「待った!」の構造

2017-12-16 00:00:34 | しょうぎ
「待った!」というのは将棋で指した手を取り消して別の手を指しなおすことで、反則であり負けになる。相撲の「待った!」は何度やってもいいことになっているし大横綱になると、負けた後、待った!したと主張することができる。将棋では、実際には悪い手に気付いていても「待った!」をすれば負けなので、とりあえず諦めるしかない。諦めずに駒を取り上げて別の手を指して負けにされ、その後タレントになった棋士もいるが、日頃から指した後、駒をトントンする癖があったのが直接原因だろう(藤井君も駒トントンをひふみんから感染されているように見える)。

実際に出現しないので、研究するのは難しいが自分のことから言うと、待った!したくなるのは、「指した瞬間」であることが多い。またセーフではあるが、指したあと駒から指を離す前なら着手終了になっていないので別の手を指してもいいのだが、これも待ったもどきと言える。何手か進んだ時に、少し前の手が悪手だったことがわかることがあるが、これは読みが浅かっただけで待ったとは関係ない。

そもそも長考して決定した手を指そうと思った瞬間に、もっと良さそうに見える手に気付き、ノータイムでその手に変更して失敗したりする。

先週書いたのだが1983年にリベット氏が有名な実験を行っていて、意志のあとに脳に電位差が起きてその後、行為が実行されるのではなく、大脳に行為実行の準備電位が最初に起きてから0.35秒後に、意志が決定され0.2秒後に実行される、あるいは意志が取り消され実行されない。ということで、最初に脳の電位差を発生させるのは意識下ではなく無意識下であるという学説があるわけだ。

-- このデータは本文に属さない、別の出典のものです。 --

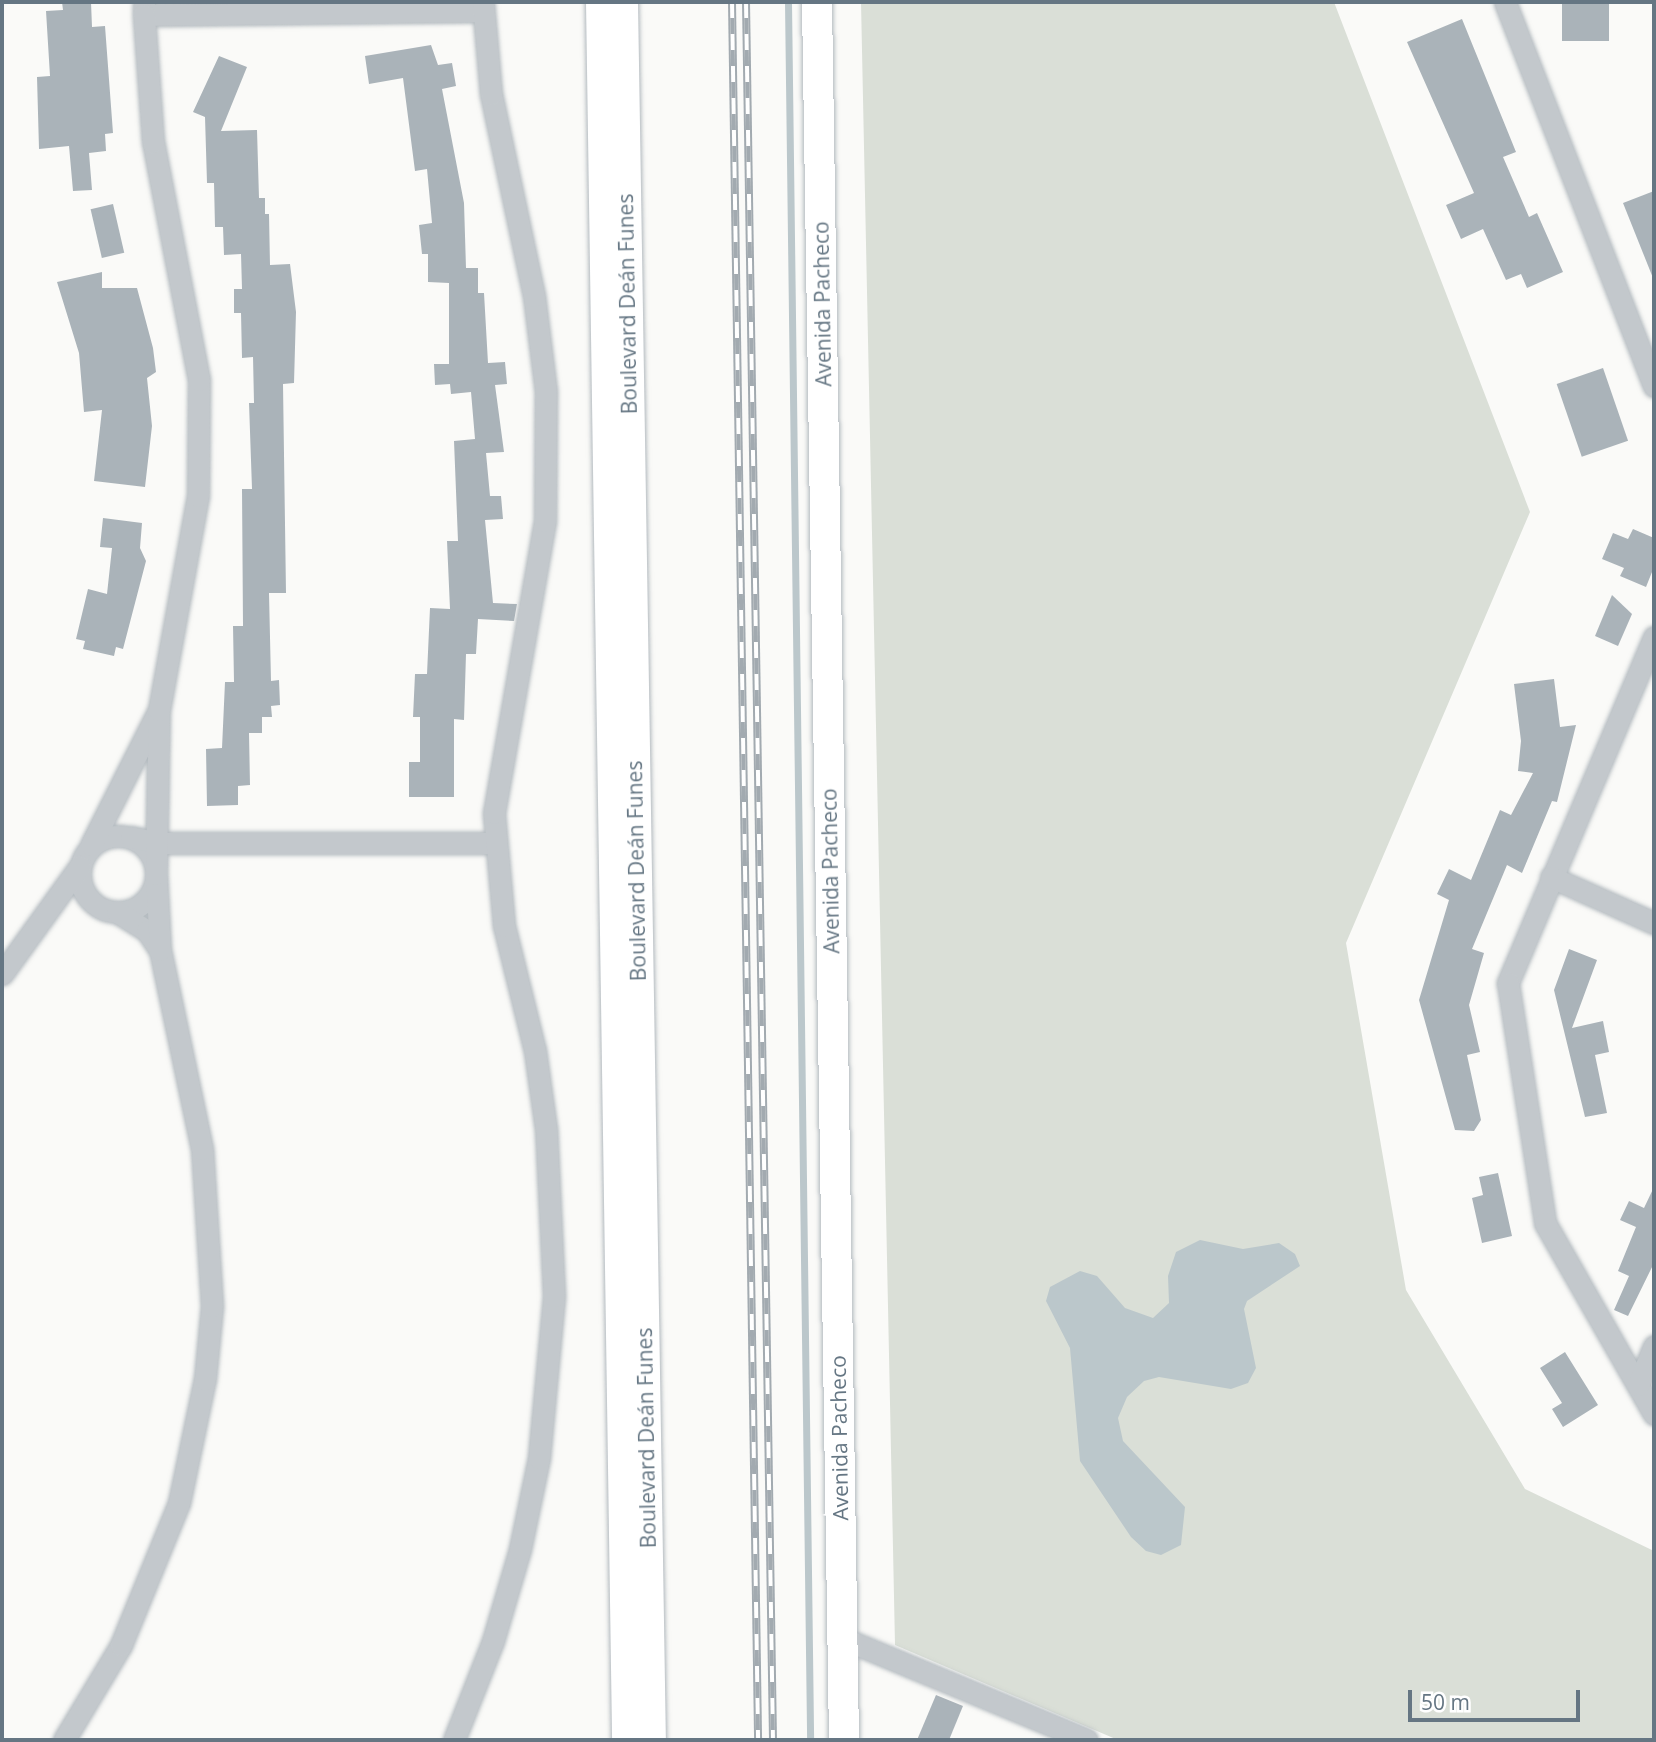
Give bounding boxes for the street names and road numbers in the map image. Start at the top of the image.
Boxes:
street label: Boulevard Deán Funes [612,193,642,415]
street label: Avenida Pacheco [808,221,836,387]
street label: Boulevard Deán Funes [621,760,651,982]
street label: Avenida Pacheco [816,788,844,954]
street label: Boulevard Deán Funes [631,1327,661,1549]
street label: Avenida Pacheco [825,1355,853,1521]

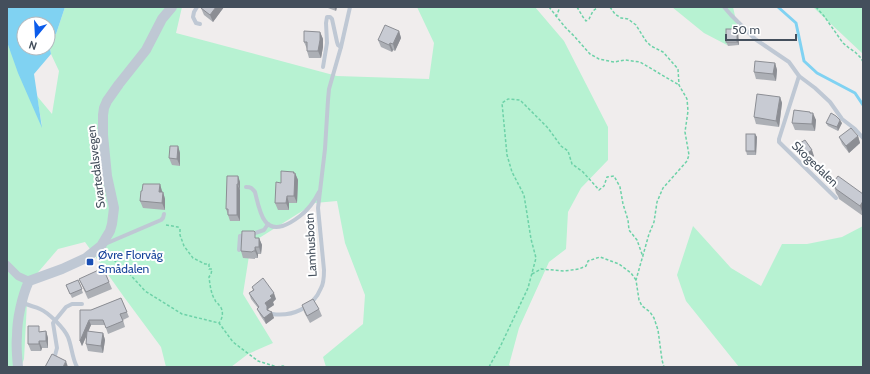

将棋で言えば、30分考えるというのは意識下であるのだが、その時も無意識下で、別の手の候補が浮かんでいて、実際に駒を動かす瞬間まで脳の中に二種類の手があるということだろう(直感と精読といってもいい)。

つまり、人間の脳の構造上、どうしても防げない現象のようにも思える。


ところで、「待った」というコトバだが、これも変な感じがする。待ったするのは自分であるのだから「待ったはいけない」と自分に怒るようなものだ。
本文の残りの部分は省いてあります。